About the Intro to Machine Learning category


#23

I get a really low oob score of 0.4716 and an rmse of 0.027 on the red wine quality dataset. Why is my oob_score so low? Does it mean that I am overfitting?

I have trouble knowing how to handle small sets of data. This one has 1599 records only. As soon as I create a validation set of size 30, my r^2 drops from 0.90 to 0.11! So I don’t use a validation set, instead I use oob_score_. Now r^2 is 0.90 but the oob_score_ is 0.47.

This is my model without a validation set:

m = RandomForestRegressor(n_estimators=80, max_features=0.5, n_jobs=-1, oob_score=True)
m.fit(df_trn, y)
print_score(m)

This is my model with validation set:

m = RandomForestRegressor(n_estimators=80, max_features=0.5, n_jobs=-1, oob_score=True)
m.fit(X_train, y_train)
print_score(m)
[0.0393104889825399, 0.08282278268007248, 0.9278235796906971, 0.11669103577122453, 0.4711981193537419]

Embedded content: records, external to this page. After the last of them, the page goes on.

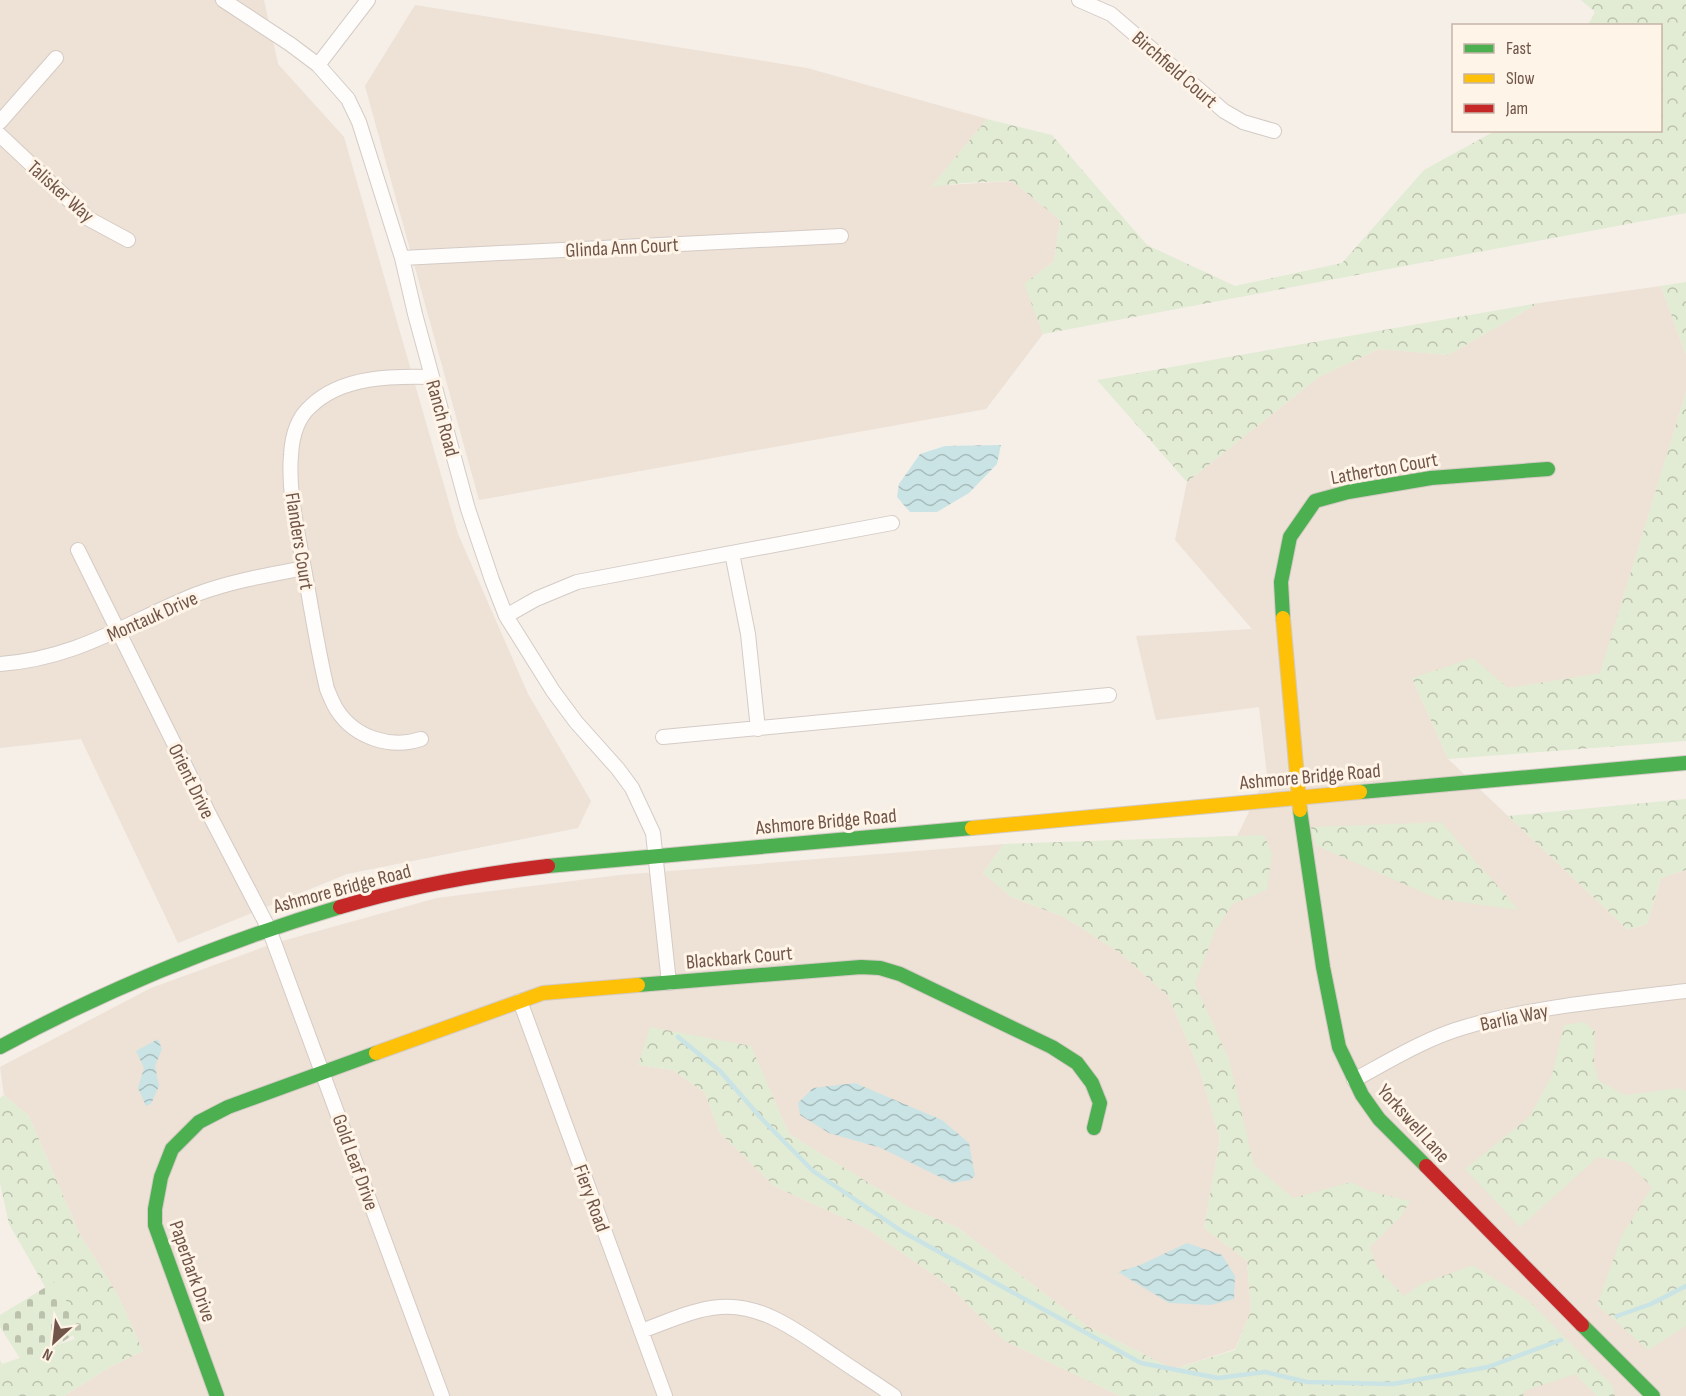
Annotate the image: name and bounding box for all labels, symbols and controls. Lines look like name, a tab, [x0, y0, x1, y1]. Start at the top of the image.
legend	[1452, 24, 1662, 132]
street label: Birchfield Court	[1127, 26, 1222, 113]
text: Fast	[1506, 38, 1532, 59]
text: Slow	[1506, 68, 1535, 89]
text: Jam	[1505, 98, 1528, 119]
street label: Talisker Way	[22, 156, 99, 228]
street label: Glinda Ann Court	[565, 233, 679, 263]
street label: Ranch Road	[420, 377, 464, 459]
street label: Latherton Court	[1329, 448, 1439, 490]
street label: Flanders Court	[279, 491, 319, 591]
street label: Montauk Drive	[103, 586, 201, 648]
street label: Orient Drive	[163, 740, 219, 823]
street label: Ashmore Bridge Road	[1238, 759, 1382, 795]
street label: Ashmore Bridge Road	[754, 804, 898, 840]
street label: Ashmore Bridge Road	[270, 859, 414, 919]
street label: Blackbark Court	[685, 941, 793, 975]
street label: Barlia Way	[1478, 999, 1551, 1037]
street label: Yorkswell Lane	[1372, 1079, 1455, 1168]
street label: Gold Leaf Drive	[327, 1111, 384, 1214]
street label: Fiery Road	[568, 1161, 614, 1235]
street label: Paperbark Drive	[164, 1218, 221, 1325]
north arrow	[24, 1312, 84, 1372]
text: N	[40, 1344, 56, 1364]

Could someone tell me how to interpret those big differences in result and tell me what errors I do wrong?


(Ashirwad Sangwan) #24

Convert the training and test data in the same way if you don’t want the error to appear. So whenever you’re encoding the categorical variables apply the same method on both training and test data.


#25

Thank you, I finally managed to make it work.


(Anne Estoppey) #26

Hello everybody

Edit: I finally found the thread which tells you how to (re)install fastai 0.7 and the dependencies from Colab!
Seems to work :grinning:


#27

I’m using Google Colab too.

do I need to run

!pip install fastai==0.7.0

every time I start a new notebook/chapter? Thanks


(Anne Estoppey) #28

Yes I think so. I have to do this too. Also when I take the same notebook again the next day.

Well while your run the fastai ‘downgrade’ in colab, you can get another coffee in the meantime…

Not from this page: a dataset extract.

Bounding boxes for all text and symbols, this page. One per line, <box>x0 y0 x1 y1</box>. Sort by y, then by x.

IMO it is worth it though, it’s really excellent :smiley:


#29

@Anne
BTW, did encounter crashes when you’re doing the Lesson 3 grocery store?

df_all.unit_sales = np.log1p(np.clip(df_all.unit_sales, 0, None)) 
add_datepart(df_all, 'date')

(Anne Estoppey) #30

Hello Andrew, in which notebook is it, and whereabout in the notebook?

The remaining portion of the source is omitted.